Задала задачу дочь старому генералу. Ах Ерминия, Ерминия! Родиться бы ей мальчиком. Чем не гусар сорвиголова. На коне скачет, что твой казак. И теперь вот, паруса...

Что же, Брусиловы – фамилия известная. Знавал покойного контр-адмирала Льва Алексеевича. Дружили. Да и, по отзывам, сын – офицер серьезный. Ну господь милостив, пусть едет.

А пока письмо из Петербурга шло на юг, да ответ с юга обратно, Ерминия съездила в Псков к тете Жанне, воспитавшей ее после смерти матери, тоже Ерминии. У них в роду так уже повелось. И бабушка была Ерминия.

...Хлопот у Георгия Львовича – просто не вздохнуть. Сухари. Полярная одежда. Винтовки. Сахар. Мука. Сушеные овощи. Шерстяное белье. Керосин. Солонина. Галеты. Рис. Уголь. Рукавицы. Патроны... И все добывается с трудностями. А шуму наделали на всю Россию. Экспедиция считается богатой, дворянской. Не то что у Георгия Седова. И поставщики в полной уверенности, что блестящий офицер с деньгами считаться не будет, цены заламывают баснословные. А никто не знает, с каким скрипом дядя Борис Алексеевич дает финансы[34]34
  Борис Алексеевич Брусилов (1856—1918) – действительный статский советник в отставке. У Георгия Львовича был еще один дядя – Алексей Алексеевич Брусилов (1853—1926), известный русский и советский военачальник, отличившиеся во время первой мировой войны (знаменитый «брусиловский прорыв»).


[Закрыть]
. И уж, конечно, никому не ведомо, что за спиной дяди есть еще одна фигура, предпочитающая оставаться в тени. Дядя лишь для вывески.

Каждая копейка на счету. Даже вот эту сдачу кают «для спортсменов» до Архангельска не от хорошей жизни придумали. Да не очень-то откликнулись желающие на газетные объявления. Две молодые скучающие барышни. Впрочем, три. Звонила Ерминия Жданко. Папа дал «добро». Чем-то отличается от обычных барышень из высокопоставленных семей.

– Ваше благородие, Георгий Львович, там на шлюпке репортеры причалили.

Это докладывает вахтенный.

– Прости. Но, братец, мне некогда. Пусть принимает Николай Святославович.

И пока репортеры взбираются по штормтрапу с левого борта, от правого отходит шлюпка с Брусиловым. Начальник экспедиции спешит в Гидрографическое управление. Нужны новые карты полярных широт, отложенные для него специально астрономические ежегодники, пара секстантов. Договориться надо и с девиатором и навигационной камере.
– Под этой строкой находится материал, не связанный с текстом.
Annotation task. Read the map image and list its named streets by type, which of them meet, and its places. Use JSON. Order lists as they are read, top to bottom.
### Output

Перед отплытием в полярные воды надо уточнить девиацию.

Пристань встречает голосами разносчиков газет: «Премьер-министр Франции Пуанкаре – на пути в Россию! Шхуна лейтенантов Брусилова и Андреева поплывет вокруг Скандинавии! Готовится экспедиция к Северному полюсу лейтенанта Седова! «Святой Фока» в ближайшие дни покидает Архангельск!»
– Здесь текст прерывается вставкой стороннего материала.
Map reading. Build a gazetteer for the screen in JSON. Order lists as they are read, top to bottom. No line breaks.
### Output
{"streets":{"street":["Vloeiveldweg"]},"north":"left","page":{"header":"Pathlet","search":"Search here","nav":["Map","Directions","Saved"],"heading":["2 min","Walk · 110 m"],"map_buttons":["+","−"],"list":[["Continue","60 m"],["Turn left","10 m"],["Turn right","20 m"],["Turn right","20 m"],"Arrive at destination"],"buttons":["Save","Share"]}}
Знает Георгий Львович из рассказов моряков лейтенанта с твердым характером. Почти одновременно они работали в Чукотском море. Седов – известный гидрограф, и тоже бредит Севером. Да кого, хоть раз там побывавшего, оставляют эти властные чары? По расчетам, могли бы встретиться с Седовым в Архангельске. Если, конечно, не будет задержки здесь, в Петербурге.

При этой мысли Брусилов нахмурился. Тысяча причин тормозила отход. И теперь вот – с этим пошлинным обложением. Поощряя отечественное судостроение, правительство накладывало высокие пошлины на суда, купленные за границей. Двенадцать рублей за каждую тонну водоизмещения! Впрочем, ее бы можно было заплатить, эту пошлину, да дядюшка и здесь выжимает копейку. Надо унижаться, просить о льготе.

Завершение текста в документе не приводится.